**Dataset:**
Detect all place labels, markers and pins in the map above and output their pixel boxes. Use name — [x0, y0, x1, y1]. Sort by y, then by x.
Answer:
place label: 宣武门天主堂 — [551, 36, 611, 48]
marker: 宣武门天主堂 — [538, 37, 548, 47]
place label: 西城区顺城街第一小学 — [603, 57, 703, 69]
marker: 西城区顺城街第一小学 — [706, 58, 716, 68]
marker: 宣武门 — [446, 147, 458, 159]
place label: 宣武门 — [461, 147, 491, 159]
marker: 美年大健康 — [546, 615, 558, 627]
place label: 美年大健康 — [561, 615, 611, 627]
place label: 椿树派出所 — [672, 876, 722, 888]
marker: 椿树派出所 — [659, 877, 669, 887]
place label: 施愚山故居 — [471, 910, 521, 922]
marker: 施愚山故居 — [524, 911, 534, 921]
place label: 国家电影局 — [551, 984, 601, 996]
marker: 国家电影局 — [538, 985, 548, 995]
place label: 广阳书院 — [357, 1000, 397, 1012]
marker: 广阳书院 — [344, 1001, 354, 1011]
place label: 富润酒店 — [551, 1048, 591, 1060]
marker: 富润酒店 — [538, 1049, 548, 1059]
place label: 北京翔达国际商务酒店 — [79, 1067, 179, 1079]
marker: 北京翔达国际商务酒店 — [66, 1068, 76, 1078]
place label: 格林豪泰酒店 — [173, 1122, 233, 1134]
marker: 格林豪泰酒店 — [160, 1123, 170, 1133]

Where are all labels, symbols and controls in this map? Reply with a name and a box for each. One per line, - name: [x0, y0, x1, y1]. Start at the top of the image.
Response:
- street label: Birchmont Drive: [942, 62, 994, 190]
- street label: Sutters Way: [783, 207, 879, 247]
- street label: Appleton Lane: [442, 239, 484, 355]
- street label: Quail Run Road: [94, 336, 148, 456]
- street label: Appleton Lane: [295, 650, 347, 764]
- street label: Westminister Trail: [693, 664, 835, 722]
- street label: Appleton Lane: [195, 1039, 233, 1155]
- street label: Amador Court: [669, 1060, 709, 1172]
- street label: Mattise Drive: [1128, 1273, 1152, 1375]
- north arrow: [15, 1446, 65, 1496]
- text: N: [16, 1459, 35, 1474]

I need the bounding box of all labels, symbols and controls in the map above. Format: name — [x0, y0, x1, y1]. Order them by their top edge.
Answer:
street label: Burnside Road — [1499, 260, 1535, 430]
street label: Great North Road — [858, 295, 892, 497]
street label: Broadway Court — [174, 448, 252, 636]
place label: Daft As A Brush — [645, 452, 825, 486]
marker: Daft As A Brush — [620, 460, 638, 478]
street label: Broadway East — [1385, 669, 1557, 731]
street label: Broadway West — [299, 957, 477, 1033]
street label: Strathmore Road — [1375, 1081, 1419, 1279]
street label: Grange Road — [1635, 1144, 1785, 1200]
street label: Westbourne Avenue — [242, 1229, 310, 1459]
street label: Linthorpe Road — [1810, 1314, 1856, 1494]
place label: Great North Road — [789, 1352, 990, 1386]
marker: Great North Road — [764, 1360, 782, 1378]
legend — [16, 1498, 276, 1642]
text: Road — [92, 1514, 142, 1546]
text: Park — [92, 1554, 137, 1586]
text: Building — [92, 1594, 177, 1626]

**What is being asked:**
From the records above, copy each line in which the string "controls" occurs.

**Solution:**
Where are all labels, symbols and controls in this map? Reply with a name and a box for each. One per line, - name: [x0, y0, x1, y1]. Start at the top of the image.
I need the bounding box of all labels, symbols and controls in the map above. Format: name — [x0, y0, x1, y1]. Order them by their top edge.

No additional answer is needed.